German ebook app developer Readmill has announced a partnership with Penguin UK to produce an ereading option that seems to want to sidestep Amazon and other ebook distributors and go direct to the consumer from the Penguin UK website.

“Now when you purchase ebooks from Penguin UK, you can send them instantly to your Readmill library. We’re honored to provide a beautiful mobile reading experience for some of the world’s most well-loved books,” reads the Readmill blurb. “Look for the Send to Readmill button the next time you purchase an ebook at penguin.co.uk.”

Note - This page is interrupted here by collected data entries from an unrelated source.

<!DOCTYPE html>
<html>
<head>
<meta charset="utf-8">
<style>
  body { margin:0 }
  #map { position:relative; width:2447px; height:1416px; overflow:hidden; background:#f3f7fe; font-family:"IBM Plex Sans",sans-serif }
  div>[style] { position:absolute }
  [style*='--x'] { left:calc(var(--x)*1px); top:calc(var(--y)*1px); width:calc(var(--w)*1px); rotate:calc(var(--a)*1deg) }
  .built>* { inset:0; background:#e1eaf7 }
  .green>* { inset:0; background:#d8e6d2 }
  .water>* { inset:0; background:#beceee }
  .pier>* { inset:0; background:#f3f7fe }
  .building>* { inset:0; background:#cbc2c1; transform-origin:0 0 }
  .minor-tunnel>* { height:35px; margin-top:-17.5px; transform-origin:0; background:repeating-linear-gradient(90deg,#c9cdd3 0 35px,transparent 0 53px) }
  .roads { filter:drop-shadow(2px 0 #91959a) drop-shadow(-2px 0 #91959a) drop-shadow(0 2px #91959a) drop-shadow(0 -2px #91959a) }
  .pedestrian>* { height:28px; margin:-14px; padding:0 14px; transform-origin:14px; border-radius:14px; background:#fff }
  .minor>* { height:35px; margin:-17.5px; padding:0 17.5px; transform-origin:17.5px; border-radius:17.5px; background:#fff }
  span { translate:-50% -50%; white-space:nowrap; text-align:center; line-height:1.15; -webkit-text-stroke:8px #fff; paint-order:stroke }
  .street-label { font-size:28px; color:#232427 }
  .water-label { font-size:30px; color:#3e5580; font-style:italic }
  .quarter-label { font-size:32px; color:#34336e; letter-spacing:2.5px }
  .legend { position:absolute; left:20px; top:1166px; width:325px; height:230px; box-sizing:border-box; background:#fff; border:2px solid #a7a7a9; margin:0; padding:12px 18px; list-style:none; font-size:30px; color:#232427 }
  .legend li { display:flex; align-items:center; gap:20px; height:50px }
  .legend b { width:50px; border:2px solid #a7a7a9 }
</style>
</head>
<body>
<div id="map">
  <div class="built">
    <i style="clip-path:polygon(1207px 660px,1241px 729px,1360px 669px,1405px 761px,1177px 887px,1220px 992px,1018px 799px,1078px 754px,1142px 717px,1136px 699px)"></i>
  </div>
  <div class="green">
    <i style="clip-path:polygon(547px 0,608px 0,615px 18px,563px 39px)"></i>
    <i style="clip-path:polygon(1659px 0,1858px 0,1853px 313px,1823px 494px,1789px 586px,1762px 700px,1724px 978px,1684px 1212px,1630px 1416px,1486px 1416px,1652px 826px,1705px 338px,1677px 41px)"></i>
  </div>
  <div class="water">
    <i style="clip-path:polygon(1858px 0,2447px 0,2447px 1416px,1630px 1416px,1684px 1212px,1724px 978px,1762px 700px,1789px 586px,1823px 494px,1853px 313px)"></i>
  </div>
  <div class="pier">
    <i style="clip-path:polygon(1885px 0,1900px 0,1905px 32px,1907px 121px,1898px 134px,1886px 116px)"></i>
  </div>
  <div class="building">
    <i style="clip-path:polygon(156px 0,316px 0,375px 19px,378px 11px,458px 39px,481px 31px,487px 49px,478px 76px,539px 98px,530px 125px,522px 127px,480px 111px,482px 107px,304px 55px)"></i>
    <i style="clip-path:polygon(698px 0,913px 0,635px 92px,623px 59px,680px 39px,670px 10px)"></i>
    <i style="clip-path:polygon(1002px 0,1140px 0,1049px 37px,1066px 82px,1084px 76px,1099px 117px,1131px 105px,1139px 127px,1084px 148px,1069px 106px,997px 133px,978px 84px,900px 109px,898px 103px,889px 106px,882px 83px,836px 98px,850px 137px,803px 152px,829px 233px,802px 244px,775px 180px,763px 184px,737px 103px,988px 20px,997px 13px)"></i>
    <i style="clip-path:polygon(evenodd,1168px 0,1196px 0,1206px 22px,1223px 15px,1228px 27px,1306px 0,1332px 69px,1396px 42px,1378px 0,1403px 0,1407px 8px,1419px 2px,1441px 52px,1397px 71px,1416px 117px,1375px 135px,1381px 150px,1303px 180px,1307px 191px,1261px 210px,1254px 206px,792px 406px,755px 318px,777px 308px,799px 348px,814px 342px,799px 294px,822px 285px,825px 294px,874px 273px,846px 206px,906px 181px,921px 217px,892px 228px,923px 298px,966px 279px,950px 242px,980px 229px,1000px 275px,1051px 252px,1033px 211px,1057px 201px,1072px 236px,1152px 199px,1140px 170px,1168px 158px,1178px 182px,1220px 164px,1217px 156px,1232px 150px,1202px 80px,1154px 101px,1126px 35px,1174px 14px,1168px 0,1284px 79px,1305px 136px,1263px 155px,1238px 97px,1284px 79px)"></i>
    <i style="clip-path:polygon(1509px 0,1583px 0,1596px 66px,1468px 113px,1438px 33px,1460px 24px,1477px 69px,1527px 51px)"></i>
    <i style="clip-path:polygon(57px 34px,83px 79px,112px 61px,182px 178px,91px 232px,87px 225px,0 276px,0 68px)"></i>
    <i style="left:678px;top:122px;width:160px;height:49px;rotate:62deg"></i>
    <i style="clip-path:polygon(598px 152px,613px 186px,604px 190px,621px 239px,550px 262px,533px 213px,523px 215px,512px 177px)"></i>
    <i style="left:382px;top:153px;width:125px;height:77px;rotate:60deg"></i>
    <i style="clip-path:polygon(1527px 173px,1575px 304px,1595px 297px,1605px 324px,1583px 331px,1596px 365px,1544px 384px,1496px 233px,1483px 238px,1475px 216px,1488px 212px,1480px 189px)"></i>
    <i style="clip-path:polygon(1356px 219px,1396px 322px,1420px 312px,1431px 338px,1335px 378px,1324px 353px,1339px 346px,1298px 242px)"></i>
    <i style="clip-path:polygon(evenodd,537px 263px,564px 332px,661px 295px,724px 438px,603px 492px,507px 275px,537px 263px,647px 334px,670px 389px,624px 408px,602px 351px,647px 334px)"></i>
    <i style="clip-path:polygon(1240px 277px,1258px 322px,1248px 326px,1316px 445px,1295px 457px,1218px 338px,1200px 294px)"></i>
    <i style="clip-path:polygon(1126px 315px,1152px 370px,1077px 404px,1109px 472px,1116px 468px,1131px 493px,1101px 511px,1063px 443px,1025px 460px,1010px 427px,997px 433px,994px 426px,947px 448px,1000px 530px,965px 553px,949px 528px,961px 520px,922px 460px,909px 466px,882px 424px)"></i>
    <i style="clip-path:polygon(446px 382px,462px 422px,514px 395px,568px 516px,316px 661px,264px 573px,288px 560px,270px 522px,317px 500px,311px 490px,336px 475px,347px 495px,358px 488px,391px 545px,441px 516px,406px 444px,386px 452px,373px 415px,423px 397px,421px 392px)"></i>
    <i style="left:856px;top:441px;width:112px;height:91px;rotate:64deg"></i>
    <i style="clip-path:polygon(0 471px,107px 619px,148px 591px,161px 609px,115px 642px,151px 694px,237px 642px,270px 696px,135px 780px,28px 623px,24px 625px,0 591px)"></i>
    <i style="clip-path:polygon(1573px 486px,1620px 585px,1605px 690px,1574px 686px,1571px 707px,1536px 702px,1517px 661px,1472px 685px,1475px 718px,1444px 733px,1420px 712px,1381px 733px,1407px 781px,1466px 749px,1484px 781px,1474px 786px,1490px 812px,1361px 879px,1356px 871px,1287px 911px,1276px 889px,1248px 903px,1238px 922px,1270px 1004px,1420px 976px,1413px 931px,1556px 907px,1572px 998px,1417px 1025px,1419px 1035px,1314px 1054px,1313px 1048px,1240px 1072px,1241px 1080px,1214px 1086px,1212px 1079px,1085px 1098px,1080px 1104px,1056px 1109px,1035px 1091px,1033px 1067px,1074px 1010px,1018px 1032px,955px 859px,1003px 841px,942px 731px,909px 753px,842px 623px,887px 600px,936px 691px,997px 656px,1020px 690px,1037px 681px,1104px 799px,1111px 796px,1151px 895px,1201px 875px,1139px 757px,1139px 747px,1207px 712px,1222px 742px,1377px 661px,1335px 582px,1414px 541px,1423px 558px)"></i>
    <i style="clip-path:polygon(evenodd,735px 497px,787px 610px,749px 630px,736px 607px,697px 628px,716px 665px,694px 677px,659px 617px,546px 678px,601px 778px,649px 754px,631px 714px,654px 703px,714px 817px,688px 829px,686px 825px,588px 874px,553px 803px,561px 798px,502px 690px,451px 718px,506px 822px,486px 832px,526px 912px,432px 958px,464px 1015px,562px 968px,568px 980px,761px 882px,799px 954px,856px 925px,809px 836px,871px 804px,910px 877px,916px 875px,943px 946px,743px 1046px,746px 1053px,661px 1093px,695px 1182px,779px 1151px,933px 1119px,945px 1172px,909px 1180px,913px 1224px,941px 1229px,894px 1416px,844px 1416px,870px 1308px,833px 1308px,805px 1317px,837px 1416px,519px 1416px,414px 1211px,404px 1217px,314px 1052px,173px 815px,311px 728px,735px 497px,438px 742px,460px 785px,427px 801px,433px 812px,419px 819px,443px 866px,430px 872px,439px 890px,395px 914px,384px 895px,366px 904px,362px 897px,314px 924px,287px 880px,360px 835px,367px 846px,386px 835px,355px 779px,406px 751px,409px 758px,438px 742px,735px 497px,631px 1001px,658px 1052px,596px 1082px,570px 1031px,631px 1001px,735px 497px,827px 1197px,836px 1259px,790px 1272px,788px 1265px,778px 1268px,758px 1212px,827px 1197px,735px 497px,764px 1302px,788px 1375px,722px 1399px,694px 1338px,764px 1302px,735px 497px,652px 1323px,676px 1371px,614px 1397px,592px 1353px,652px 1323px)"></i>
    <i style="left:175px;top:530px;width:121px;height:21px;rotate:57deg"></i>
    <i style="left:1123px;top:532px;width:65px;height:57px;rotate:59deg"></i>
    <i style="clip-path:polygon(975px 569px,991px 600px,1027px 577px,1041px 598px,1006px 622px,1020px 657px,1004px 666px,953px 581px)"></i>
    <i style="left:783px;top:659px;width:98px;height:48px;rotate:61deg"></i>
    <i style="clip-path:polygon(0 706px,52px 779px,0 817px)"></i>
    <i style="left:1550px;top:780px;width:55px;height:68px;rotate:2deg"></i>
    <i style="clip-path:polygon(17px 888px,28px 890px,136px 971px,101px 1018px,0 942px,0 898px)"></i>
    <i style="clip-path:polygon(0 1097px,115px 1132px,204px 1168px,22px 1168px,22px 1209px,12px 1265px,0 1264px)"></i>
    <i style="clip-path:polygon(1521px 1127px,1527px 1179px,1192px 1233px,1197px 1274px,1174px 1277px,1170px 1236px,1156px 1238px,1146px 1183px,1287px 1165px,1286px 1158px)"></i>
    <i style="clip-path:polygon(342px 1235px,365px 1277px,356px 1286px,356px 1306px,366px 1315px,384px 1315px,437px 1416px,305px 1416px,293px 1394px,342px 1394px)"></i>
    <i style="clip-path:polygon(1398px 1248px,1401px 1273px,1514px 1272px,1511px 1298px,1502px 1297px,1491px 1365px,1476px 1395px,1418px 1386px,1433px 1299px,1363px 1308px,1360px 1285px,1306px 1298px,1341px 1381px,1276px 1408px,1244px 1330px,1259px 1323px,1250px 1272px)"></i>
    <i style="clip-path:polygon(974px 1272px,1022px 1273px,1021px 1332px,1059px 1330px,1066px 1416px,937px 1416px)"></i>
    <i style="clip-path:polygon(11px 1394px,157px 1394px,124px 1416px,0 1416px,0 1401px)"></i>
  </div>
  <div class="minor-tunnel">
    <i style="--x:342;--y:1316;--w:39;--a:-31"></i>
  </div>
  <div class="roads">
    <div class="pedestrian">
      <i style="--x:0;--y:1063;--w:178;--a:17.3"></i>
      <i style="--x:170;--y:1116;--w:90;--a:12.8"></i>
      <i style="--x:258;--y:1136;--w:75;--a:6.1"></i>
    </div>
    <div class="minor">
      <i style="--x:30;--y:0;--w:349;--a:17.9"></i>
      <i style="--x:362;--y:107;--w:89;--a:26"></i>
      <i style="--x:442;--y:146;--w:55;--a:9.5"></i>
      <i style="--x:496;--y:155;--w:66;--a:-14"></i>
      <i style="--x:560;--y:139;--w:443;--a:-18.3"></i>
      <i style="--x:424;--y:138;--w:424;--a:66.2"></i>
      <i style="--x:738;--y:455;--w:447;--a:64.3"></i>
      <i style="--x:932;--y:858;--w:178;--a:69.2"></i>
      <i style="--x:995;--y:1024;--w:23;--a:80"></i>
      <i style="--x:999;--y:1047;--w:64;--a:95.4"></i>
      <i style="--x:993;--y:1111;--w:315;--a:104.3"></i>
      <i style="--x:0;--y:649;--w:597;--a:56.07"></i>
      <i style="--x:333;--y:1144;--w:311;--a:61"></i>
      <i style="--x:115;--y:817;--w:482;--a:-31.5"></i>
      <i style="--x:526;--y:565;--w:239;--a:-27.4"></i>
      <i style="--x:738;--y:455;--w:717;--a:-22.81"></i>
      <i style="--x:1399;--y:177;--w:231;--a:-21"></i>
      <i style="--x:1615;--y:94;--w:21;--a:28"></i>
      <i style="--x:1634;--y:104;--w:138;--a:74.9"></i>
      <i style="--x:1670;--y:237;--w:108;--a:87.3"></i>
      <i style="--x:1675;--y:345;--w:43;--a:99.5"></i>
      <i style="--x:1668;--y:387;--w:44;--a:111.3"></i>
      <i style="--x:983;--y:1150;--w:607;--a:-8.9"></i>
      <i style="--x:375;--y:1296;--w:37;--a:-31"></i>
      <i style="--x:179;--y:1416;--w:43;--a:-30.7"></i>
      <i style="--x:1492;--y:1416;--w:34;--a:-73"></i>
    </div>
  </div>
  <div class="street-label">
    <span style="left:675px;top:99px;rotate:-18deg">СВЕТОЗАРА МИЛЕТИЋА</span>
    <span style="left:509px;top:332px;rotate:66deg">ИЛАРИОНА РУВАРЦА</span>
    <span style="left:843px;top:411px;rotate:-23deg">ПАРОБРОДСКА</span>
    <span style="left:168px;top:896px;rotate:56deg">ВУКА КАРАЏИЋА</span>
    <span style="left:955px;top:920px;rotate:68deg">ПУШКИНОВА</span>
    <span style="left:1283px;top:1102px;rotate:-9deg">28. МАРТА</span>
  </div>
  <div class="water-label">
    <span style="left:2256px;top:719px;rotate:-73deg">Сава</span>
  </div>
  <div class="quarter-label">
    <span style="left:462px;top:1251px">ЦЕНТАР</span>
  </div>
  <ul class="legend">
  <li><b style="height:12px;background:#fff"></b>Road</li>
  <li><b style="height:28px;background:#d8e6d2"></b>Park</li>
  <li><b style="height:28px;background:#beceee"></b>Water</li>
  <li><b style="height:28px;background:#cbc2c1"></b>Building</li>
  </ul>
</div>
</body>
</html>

According to coverage in The Guardian, the deal applies only to titles that Penguin UK itself holds the digital rights to, some 5000 authors. Titles in the portfolio of the broader Penguin Random House group are not included.

penguin

This isn’t the first attempt lately in UK publishing to create an alternative ereader app that links buyers directly to the publisher’s own list, without going through Amazon, Kobo or other intermediaries. HarperCollins tried something similar recently with its C.S. Lewis and Narnia portals and Accenture partnership, levering the HarperCollins reader. As with that exercise, though, the Penguin/Readmill partnership also seems to lack any convincing mechanism to actually drive readers to use its app and its site instead of the Kindle Store, or the Nook or Kobo options.

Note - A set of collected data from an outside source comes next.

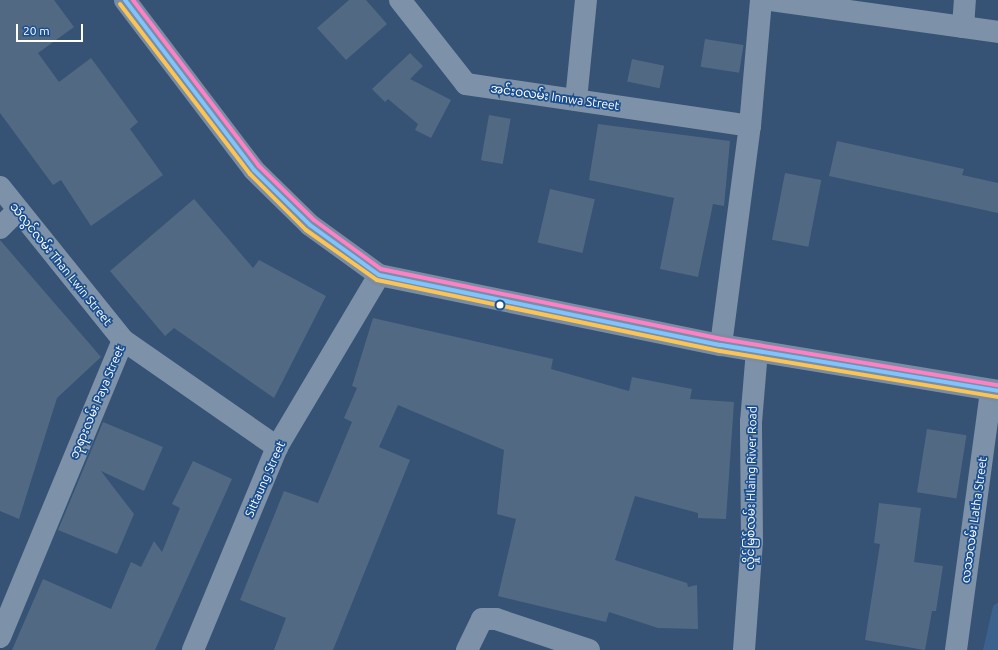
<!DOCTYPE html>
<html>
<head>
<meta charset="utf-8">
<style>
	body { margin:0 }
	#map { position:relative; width:998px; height:650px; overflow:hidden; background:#365274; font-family:Ubuntu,"Noto Sans Myanmar",sans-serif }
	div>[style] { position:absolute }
	.water>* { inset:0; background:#3b618d }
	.building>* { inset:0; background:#526984; transform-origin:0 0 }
	.minor>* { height:22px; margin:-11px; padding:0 11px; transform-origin:11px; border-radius:11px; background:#7d92a8 }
	.secondary>* { height:22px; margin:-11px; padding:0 11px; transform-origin:11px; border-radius:11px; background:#798da4 }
	.bus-1>* { height:4px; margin:-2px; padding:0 2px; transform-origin:2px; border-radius:2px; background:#80c4ff }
	.bus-2>* { height:4px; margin:-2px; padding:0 2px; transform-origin:2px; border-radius:2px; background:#fcc553 }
	.bus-3>* { height:4px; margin:-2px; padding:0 2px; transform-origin:2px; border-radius:2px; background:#ff80c5 }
	.dots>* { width:11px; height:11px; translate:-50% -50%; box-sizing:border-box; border:2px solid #1b4f8f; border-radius:50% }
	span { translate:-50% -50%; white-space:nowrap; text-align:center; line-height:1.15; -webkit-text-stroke:3.5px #1b4f8f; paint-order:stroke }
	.street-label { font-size:12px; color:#fff }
	.scale { position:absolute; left:16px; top:24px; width:67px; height:18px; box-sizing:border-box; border:2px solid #fff; border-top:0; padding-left:5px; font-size:12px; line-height:14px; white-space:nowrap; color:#fff; -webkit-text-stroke:3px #1b4f8f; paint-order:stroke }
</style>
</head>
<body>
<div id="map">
	<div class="water">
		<div style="clip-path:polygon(998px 602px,998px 650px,983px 650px,993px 606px)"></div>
	</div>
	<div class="building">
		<div style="clip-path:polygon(0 0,54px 0,74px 27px,38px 53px,59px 82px,91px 58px,138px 122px,130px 129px,163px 175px,91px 226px,61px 180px,53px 185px,0 113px)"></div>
		<div style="clip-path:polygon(349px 0,366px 0,387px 24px,346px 60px,317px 28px)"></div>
		<div style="left:705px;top:39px;width:39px;height:28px;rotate:9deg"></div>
		<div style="clip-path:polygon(410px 53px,423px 66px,410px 79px,451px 100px,431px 138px,415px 130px,418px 124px,388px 99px,385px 102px,372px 89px)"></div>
		<div style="left:632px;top:59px;width:33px;height:23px;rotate:12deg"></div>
		<div style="left:489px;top:115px;width:22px;height:46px;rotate:10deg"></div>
		<div style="clip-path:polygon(598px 124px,730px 141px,724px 206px,713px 204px,698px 277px,660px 269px,674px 198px,589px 180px)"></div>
		<div style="clip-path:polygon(837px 141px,964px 169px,962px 175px,998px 183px,998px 213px,829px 176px)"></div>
		<div style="left:785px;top:173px;width:37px;height:68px;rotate:11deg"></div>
		<div style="left:550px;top:189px;width:46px;height:55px;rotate:13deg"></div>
		<div style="clip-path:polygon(194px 199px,253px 268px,259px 260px,326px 296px,274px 398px,174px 328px,165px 336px,110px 271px)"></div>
		<div style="clip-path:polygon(0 240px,101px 357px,57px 398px,19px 519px,0 511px)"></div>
		<div style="clip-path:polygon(373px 318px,553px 359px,551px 369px,629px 391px,632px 377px,692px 389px,690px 399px,734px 402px,726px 519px,698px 518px,698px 513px,635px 496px,615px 560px,687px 583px,688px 587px,697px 585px,698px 629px,658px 628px,609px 612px,606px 622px,498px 596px,516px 519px,497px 514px,504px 450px,398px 405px,379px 447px,410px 460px,333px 650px,274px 650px,286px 618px,240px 600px,284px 491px,318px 503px,352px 422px,344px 418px,357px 388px,352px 386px)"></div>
		<div style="clip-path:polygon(103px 422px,163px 447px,144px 491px,101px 471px,134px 514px,117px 554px,58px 530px)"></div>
		<div style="left:927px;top:429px;width:40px;height:64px;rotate:9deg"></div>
		<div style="clip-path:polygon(193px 461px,232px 479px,155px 650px,12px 650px,43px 579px,111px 609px,131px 562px,141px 567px,154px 541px,162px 552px,180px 508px,172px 504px)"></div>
		<div style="clip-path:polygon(879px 503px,921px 508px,914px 562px,943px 566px,936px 611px,932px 611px,925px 650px,865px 640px,880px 544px,874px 543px)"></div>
	</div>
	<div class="minor">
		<div style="left:400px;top:0;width:107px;rotate:51.8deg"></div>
		<div style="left:466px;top:84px;width:287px;rotate:8.4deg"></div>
		<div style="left:771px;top:0;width:229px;rotate:8deg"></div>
		<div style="left:963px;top:27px;width:27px;rotate:-86deg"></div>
		<div style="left:576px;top:100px;width:100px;rotate:-84.3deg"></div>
		<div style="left:0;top:187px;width:196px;rotate:51.2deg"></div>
		<div style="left:0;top:228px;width:25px;rotate:-45deg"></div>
		<div style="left:721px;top:345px;width:221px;rotate:-82.5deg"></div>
		<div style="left:750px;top:126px;width:126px;rotate:-85deg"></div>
		<div style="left:0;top:637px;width:321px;rotate:-67.5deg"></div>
		<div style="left:123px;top:340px;width:188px;rotate:34.8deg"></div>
		<div style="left:193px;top:650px;width:220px;rotate:-67.5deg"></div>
		<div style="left:277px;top:447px;width:200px;rotate:-59.3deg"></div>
		<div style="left:467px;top:650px;width:34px;rotate:-64deg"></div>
		<div style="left:482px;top:619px;width:14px"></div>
		<div style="left:496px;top:619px;width:98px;rotate:18.4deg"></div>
		<div style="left:744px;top:650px;width:108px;rotate:-85.8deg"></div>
		<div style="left:752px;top:542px;width:120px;rotate:-90.5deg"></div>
		<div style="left:751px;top:422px;width:71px;rotate:-85.2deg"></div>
		<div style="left:956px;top:650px;width:262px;rotate:-82.3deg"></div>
	</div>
	<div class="secondary">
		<div style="left:125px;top:0;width:213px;rotate:52.8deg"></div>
		<div style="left:254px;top:170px;width:78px;rotate:44.5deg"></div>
		<div style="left:310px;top:225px;width:85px;rotate:35.9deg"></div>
		<div style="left:379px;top:275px;width:349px;rotate:11.6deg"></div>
		<div style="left:721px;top:345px;width:281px;rotate:9.4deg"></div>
	</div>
	<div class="bus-1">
		<div style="left:125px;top:0;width:213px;rotate:52.8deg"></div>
		<div style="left:254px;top:170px;width:78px;rotate:44.5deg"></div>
		<div style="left:310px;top:225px;width:85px;rotate:35.9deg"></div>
		<div style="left:379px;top:275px;width:349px;rotate:11.6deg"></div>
		<div style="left:721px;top:345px;width:281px;rotate:9.4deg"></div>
	</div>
	<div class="bus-2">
		<div style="left:120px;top:4px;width:214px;rotate:52.6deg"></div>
		<div style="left:250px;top:174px;width:79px;rotate:45deg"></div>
		<div style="left:306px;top:230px;width:87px;rotate:35.2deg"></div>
		<div style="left:377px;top:280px;width:350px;rotate:11.7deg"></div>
		<div style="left:720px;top:351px;width:281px;rotate:9.4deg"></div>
	</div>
	<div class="bus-3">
		<div style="left:133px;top:0;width:208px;rotate:52.8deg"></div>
		<div style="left:259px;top:166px;width:77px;rotate:44.5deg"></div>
		<div style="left:314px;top:220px;width:83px;rotate:36.2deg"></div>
		<div style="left:381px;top:269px;width:348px;rotate:11.6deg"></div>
		<div style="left:722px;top:339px;width:280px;rotate:9.5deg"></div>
	</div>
	<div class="dots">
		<div style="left:500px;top:305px;background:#fff"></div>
	</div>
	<div class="street-label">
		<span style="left:555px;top:97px;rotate:8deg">အင်းဝလမ်း Innwa Street</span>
		<span style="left:61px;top:264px;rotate:51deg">သံလွင်လမ်း Than Lwin Street</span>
		<span style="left:97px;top:402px;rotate:-67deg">ဘုရားလမ်း Paya Street</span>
		<span style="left:265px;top:479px;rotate:-66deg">Sittaung Street</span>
		<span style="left:751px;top:488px;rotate:-89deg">လှိုင်မြစ်လမ်း Hlaing River Road</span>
		<span style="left:974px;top:520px;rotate:-82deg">လသာလမ်း Latha Street</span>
	</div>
	<div class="scale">20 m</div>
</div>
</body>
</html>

I’m not immediately sure where any modern ebook reader in the UK or elsewhere would go first to browse for new titles, but I strongly suspect it’s going to be Amazon, or some other online bookseller, rather than to the publisher direct. After all, isn’t that how the book trade used to work? And Penguin UK isn’t exactly helping out Britain’s embattled bricks-and-mortar bookstores by setting itself up as an Amazon ebook alternative.

My personal experience, and my expectation, is that once you have an ebook app you tend to stick to it. At most you might have two or three. But dispersing your ebook library between a host of different apps from different providers doesn’t seem like an optimal outcome for consumers. And I don’t see any signs of Penguin UK doing the one thing that could really convince people to use its partner: Pulling its titles from Amazon and the other rivals. Without that kind of courage (read: Suicidal rashness), exercises like this seem just fiddling at the edges.

Editor’s Note: Our thanks to Nate Hoffelder from The Digital Reader for pointing out inaccuracies in an earlier version of this article. We’ve made some tweaks to fix them.

2 COMMENTS

  1. The idea of a publisher selling their wares and sticking to one eReader seems counter-productive to me. Customers might prefer to use Marvin for its unique eReader capabilities IF they had the choice. Dropping DRM would provide readers with a full range of options and improve the chances of their buying the book from you instead of one of those vendors who ties you to a specific eReader and bookstore. Non-price competition could be a good thing for publishers.
    The piracy bugaboo has really distorted publishers thinking in a self-destructive way. A sop for nervous execs might be to insert an Ex Libris stamp with the purchaser’s name in each eBook.

  2. Considering these books aren’t exclusive, I’m not sure why any consumer would look at going here if they have an existing account with a different retailer.

    Regardless, even if these were exclusive in some way, I have yet to find any book (I’m looking at Zola) that I need badly enough to warrant opening another account and giving my personal information to another retailer.